__Aim of the task__
Gather every line below where "none" appears.

Dataset entries
================================
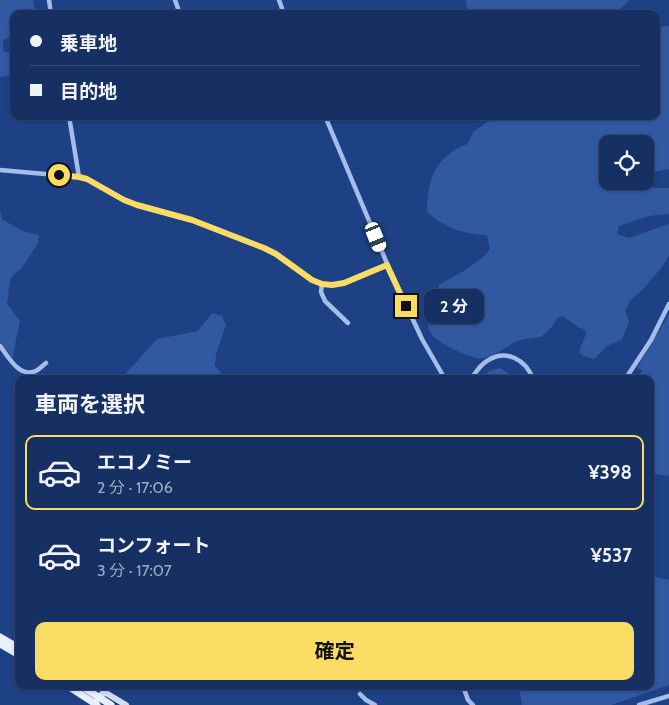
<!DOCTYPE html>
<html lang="ja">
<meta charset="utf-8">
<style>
:root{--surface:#163063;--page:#233c6c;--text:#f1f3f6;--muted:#9ea9be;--line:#354b78;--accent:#f9dc63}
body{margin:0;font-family:Cabin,"Noto Sans JP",sans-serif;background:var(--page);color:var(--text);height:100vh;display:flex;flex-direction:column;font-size:19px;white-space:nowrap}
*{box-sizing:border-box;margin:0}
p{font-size:16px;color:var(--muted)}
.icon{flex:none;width:28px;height:28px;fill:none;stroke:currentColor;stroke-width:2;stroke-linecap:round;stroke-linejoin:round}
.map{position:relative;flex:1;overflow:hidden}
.details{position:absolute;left:15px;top:375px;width:639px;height:315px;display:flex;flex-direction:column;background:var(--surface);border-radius:10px;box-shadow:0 1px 4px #0004,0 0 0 1px var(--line)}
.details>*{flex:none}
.guide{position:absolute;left:10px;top:10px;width:650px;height:110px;border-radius:10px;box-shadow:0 1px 4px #0004,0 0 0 1px var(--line);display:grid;align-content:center;height:110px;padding:0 20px;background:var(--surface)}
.tools{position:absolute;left:599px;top:135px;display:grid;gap:10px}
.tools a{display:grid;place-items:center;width:55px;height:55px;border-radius:10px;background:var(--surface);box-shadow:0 1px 4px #0004,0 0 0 1px var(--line);font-size:25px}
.end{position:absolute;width:22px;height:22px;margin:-11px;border:6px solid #f9dc63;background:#111;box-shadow:0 0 0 2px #111}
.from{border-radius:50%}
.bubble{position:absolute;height:35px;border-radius:10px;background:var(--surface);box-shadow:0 1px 4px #0004,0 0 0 1px var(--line);font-size:16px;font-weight:700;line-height:35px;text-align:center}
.car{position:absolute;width:15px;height:30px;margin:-15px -8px;border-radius:6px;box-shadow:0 0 4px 1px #0007;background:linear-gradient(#fff 24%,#345 0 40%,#fff 0 76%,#345 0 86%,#fff 0)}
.guide b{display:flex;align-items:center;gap:18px;height:48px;font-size:19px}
.guide b+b{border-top:1px solid var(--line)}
.guide i{width:12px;height:12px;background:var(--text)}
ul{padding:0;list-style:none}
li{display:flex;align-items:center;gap:15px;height:75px;margin:0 10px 8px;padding:0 10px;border:2px solid transparent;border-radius:10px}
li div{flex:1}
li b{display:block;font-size:19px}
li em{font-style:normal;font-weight:700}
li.current{border-color:var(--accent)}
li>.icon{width:45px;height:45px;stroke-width:1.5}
h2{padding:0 20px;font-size:22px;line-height:60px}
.primary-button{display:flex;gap:10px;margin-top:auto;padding:10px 20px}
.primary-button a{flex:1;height:58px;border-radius:10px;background:var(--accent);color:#111;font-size:20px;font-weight:700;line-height:58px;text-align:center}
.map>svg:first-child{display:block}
.green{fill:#3159a1}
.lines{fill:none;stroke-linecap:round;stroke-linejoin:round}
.street{stroke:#a4bdea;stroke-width:4.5}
.secondary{stroke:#d0ddf7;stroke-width:6}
.primary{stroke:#e8effe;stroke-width:7}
.route{stroke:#f9dc63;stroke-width:6}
</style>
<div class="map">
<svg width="669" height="705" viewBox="0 0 669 705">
<rect width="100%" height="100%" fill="#1e4084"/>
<!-- green -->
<g class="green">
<path d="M0 0H33L36 14H14V35L3 40V51L10 53 14 52V75L0 77Z"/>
<path d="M466 0H630L621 8 618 14H475L467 8Z"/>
<path d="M669 26V169L645 173V144H608V181H638L637 188H669V214L649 216 619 226 617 234 629 238 669 224V255L662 267 644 288 630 301 625 311 629 322 622 339 607 346 594 359 583 356 579 352 586 334 585 330 578 327 563 316 557 318 552 327 541 337C532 338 523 338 515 342 506 347 495 356 485 358 474 361 440 344 433 336 431 334 428 329 428 326 428 320 437 293 439 285L467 269 483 257 490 249 487 235C463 234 445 228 427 212 428 178 434 158 467 144L474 131 497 116H656V27Z"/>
<path d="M0 210 2 219 22 231 39 235 38 243 21 269 14 274 10 280 7 304 20 321 15 345 13 359 0 341Z"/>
<path d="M212 313 222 316 226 325 216 354 215 365 225 379H121L157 339 198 331Z"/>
<path d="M669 314V476L650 473V379H639L640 373 643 371 637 368Z"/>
<path d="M500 368 513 376 515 379H482L489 371Z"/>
<path d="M650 576 669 580V685L611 705H522L519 686H650Z"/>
</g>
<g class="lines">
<!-- street -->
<g class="street">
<path d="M49 0 51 14"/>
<path d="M175 0 180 14"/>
<path d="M279 0 284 14"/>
<path d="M69 116 79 177"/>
<path d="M325 116 391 273 422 339 445 379"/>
<path d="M0 170 79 177 87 179 124 200 137 205 192 220 264 248 276 254 312 280 322 284 333 285 344 283 387 265"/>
<path d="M322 284 321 292 325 301 348 323"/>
<path d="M0 346C8 356 18 376 33 372 38 371 42 366 46 363"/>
<path d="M471 379C476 372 480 365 487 361 506 348 526 360 533 379"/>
<path d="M627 379 628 375 651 340 669 304"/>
<path d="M463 686 468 700 473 705"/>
<path d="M360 694 366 700 375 705"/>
<path d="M639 705 669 696"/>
</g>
<!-- secondary -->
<path class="secondary" d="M97 700 102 694 106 693 126 705"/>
<!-- primary -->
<g class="primary">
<path d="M0 637 19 648"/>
<path d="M0 644 19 655"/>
<path d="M68 686 97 705"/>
<path d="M81 686 111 705"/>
</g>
</g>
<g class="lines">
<!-- route -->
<path class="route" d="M59 175 79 177 87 179 124 200 137 205 192 220 264 248 276 254 312 280 322 284 332 285 344 283 387 265 406 306"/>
</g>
</svg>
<div class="tools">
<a><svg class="icon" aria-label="locate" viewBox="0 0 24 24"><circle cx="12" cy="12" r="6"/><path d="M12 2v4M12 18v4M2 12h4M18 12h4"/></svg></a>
</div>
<i class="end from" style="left:59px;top:175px"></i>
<i class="end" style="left:406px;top:306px"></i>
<div class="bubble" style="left:424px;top:289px;width:60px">2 分</div>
<i class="car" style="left:376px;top:237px;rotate:158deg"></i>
<div class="guide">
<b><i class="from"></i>乗車地</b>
<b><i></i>目的地</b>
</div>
<section class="details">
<h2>車両を選択</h2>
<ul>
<li class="current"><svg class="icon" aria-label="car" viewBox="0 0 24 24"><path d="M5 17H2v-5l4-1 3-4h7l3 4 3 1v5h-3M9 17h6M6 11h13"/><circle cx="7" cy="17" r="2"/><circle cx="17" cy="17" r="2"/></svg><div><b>エコノミー</b><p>2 分 · 17:06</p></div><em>¥398</em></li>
<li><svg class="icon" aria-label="car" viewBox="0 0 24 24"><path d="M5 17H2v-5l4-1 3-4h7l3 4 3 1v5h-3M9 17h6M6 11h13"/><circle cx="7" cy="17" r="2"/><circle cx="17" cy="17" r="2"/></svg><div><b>コンフォート</b><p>3 分 · 17:07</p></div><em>¥537</em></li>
</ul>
<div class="primary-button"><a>確定</a></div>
</section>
</div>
================================
__Exercise response__
.icon{flex:none;width:28px;height:28px;fill:none;stroke:currentColor;stroke-width:2;stroke-linecap:round;stroke-linejoin:round}
.details>*{flex:none}
ul{padding:0;list-style:none}
.lines{fill:none;stroke-linecap:round;stroke-linejoin:round}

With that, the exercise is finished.